L’Italia ha cautamente incluso gli SMR, gli AMR e gli MR in un possibile scenario 2035-2050 del nuovo Piano Nazionale Integrato Energia e Clima (PNIEC) sottoposto alla Commissione Europea lo scorso giugno. Peraltro, in maniera più incisiva, il Ministro delle Imprese e del Made in Italy in una recente intervista al Meeting di Rimini ha affermato che “la soluzione è realizzare insieme alle energie rinnovabili una produzione di energia nucleare utilizzando la nuova tecnologia del nucleare di terza generazione avanzata con cui si riusciranno a realizzare centrali che potranno essere installate laddove vengono richieste. E l’Italia ha aziende capaci di farlo”; “vogliamo realizzare reattori di terza generazione nel nostro Paese e io spero che sia possibile annunciarlo entro quest’anno”.

Questo è il giusto approccio in grado di mettere l’Italia in scia alla maggior parte dei Paesi europei che negli ultimi anni e a seguito della crisi energetica internazionale hanno annunciato o preso decisioni definitive riguardo nuove realizzazioni di impianti di varia taglia. Fra questi si annoverano: la Francia con 14 nuovi impianti di grande taglia di tipo evolutivo a cui si aggiunge un SMR raffreddato ad acqua, la Repubblica Ceca con 2 impianti di grande taglia di tipo evolutivo, la Bulgaria con 2 reattori AP1000 americani; Svezia e Belgio hanno ribaltato le decisioni di phase-out dal nucleare e si preparano a nuove costruzioni, mentre Romania, Slovacchia, Slovenia, Olanda e Polonia (una nazione newcomer, ossia mai stata nucleare) pianificano la costruzione di reattori di varie taglie e tecnologie. Un programma complessivo da svariate centinaia di miliardi di euro, da qui al 2050, al quale l’Italia potrà comunque contribuire con le sue rilevanti capacità industriali.

 

Come integrare il nucleare nel mix per superare i dilemmi energetici

E’ tempo per l’Occidente, per l’Europa e per l’Italia di far seguire alle dichiarazioni roboanti con azioni concrete e tempestive per la soluzione del trilemma: decarbonizzazione dell’intero settore energetico, riduzione della dipendenza strategica, sostenibilità socio-economico-industriale.

Il fallimento del raggiungimento di questo obiettivo strategico implicherebbe la grave penalizzazione dell’industria europea a tutto vantaggio dei grandi competitor internazionali: USA, Cina, Russia e, in prospettiva, India, già in posizione di grande vantaggio riguardo l’accesso alle materie prime ed ai materiali critici. Avrebbe, inoltre, conseguenze assai gravi sul mantenimento dei livelli occupazionali e di benessere dei cittadini europei.

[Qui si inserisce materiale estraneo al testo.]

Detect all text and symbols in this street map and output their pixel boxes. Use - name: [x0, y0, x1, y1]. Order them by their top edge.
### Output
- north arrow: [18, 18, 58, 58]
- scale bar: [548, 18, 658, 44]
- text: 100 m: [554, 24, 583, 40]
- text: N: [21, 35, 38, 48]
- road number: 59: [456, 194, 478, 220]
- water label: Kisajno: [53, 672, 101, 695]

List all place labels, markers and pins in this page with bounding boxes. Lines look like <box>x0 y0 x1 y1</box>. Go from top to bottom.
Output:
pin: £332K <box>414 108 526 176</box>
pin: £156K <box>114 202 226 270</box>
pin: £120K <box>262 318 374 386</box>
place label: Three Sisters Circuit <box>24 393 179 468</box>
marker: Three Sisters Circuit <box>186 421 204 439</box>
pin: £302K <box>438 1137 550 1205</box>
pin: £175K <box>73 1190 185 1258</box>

Occorre altresì prendere atto che le nuove rinnovabili sono e saranno sì un elemento fondamentale per la transizione energetica dell’Europa e dell’Italia, ma da sole non sono in grado di risolvere la difficile equazione di un sistema energetico completamente decarbonizzato, stabile, resiliente e sostenibile anche dal punto di vista economico.

È necessario complementarle con una sorgente energetica primaria del carico di base altrettanto carbon-free ma programmabile e disponibile in grandi quantità e 24/7. A parte l’idroelettrico che copre una importante quota della domanda elettrica italiana (variabile dal 10 al 15%) ma che non può ulteriormente espandersi in maniera significativa, l’unica alternativa possibile è il nucleare che dovrà gradualmente sostituire le fonti fossili e, in particolare, il gas naturale (altamente clima-alterante) come principale sorgente energetica del carico di base.

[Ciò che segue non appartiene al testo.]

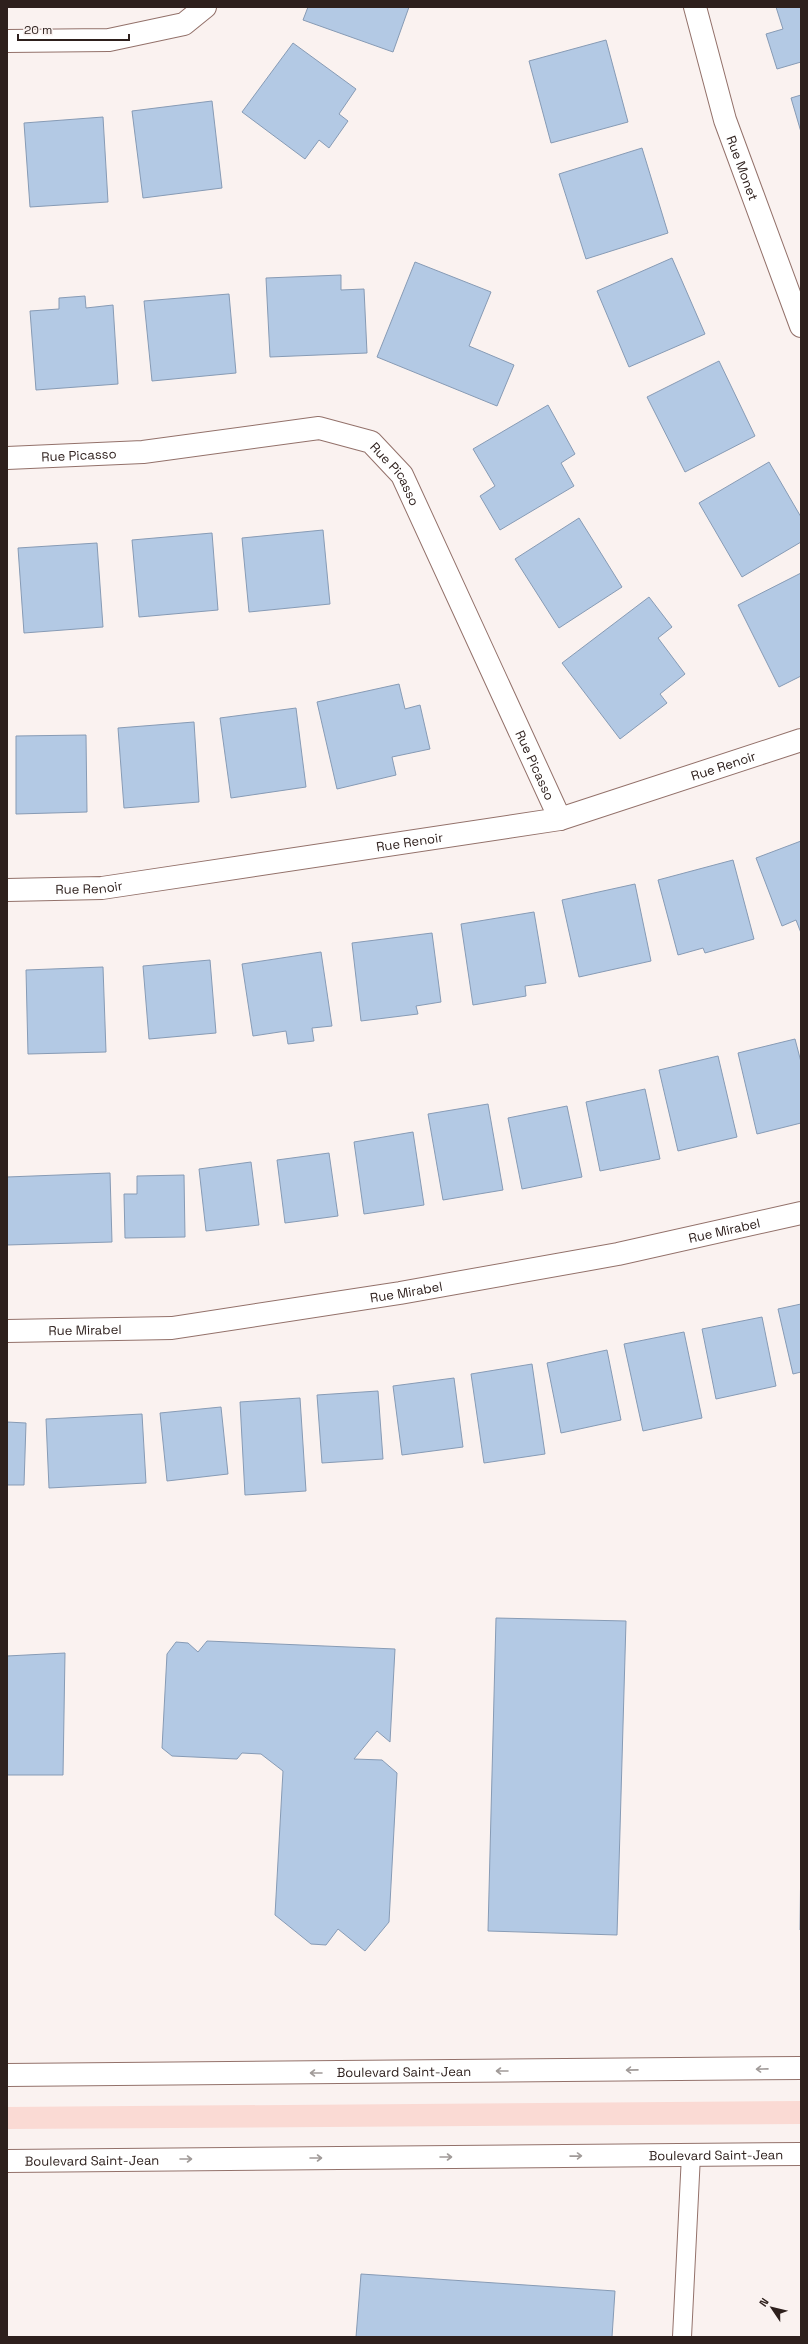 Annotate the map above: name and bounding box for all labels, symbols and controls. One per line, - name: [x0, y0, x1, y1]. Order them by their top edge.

Per consentire una rapida inclusione del nucleare nel mix energetico nazionale, sono necessarie alcune azioni concrete da implementare già nei prossimi mesi:

  • Aggiornare il quadro legislativo e regolamentare;
  • In linea con le raccomandazioni della International Atomic Energy Agency, istituire:
    • Una Autorità di sicurezza nazionale dotata di tutte le risorse e strumenti necessari per definire la regolamentazione tecnica, effettuare le valutazioni tecniche, espletare i procedimenti autorizzativi e i compiti di vigilanza degli impianti in tempi certi;
    • Una Agenzia con il compito di valutare lo stato delle infrastrutture di base necessarie per avviare un programma nucleare nazionale e fornire al Governo indicazioni per il loro completo sviluppo e operatività.
  • Implementare un corretto ed efficace programma di comunicazione al pubblico e di coinvolgimento di tutti gli stakeholder.
  • Garantire un adeguato supporto dello Stato all’industria nazionale da subito per le azioni all’estero già in atto (ad es. estensione di vita degli impianti attuali, realizzazione di nuovi impianti nucleari di III generazione, realizzazione di impianti sperimentali e dimostrativi per reattori di nuova generazione, ecc.) e, in prospettiva, per le realizzazioni in Italia. In questo sarà fondamentale anche il supporto della ricerca e della formazione a tutti i livelli.
  • Creare un consorzio fra tutte le industrie interessate: industria sistemistica e manifatturiera, utilities, industrie energivore e, più in generale, futuri utilizzatori finali.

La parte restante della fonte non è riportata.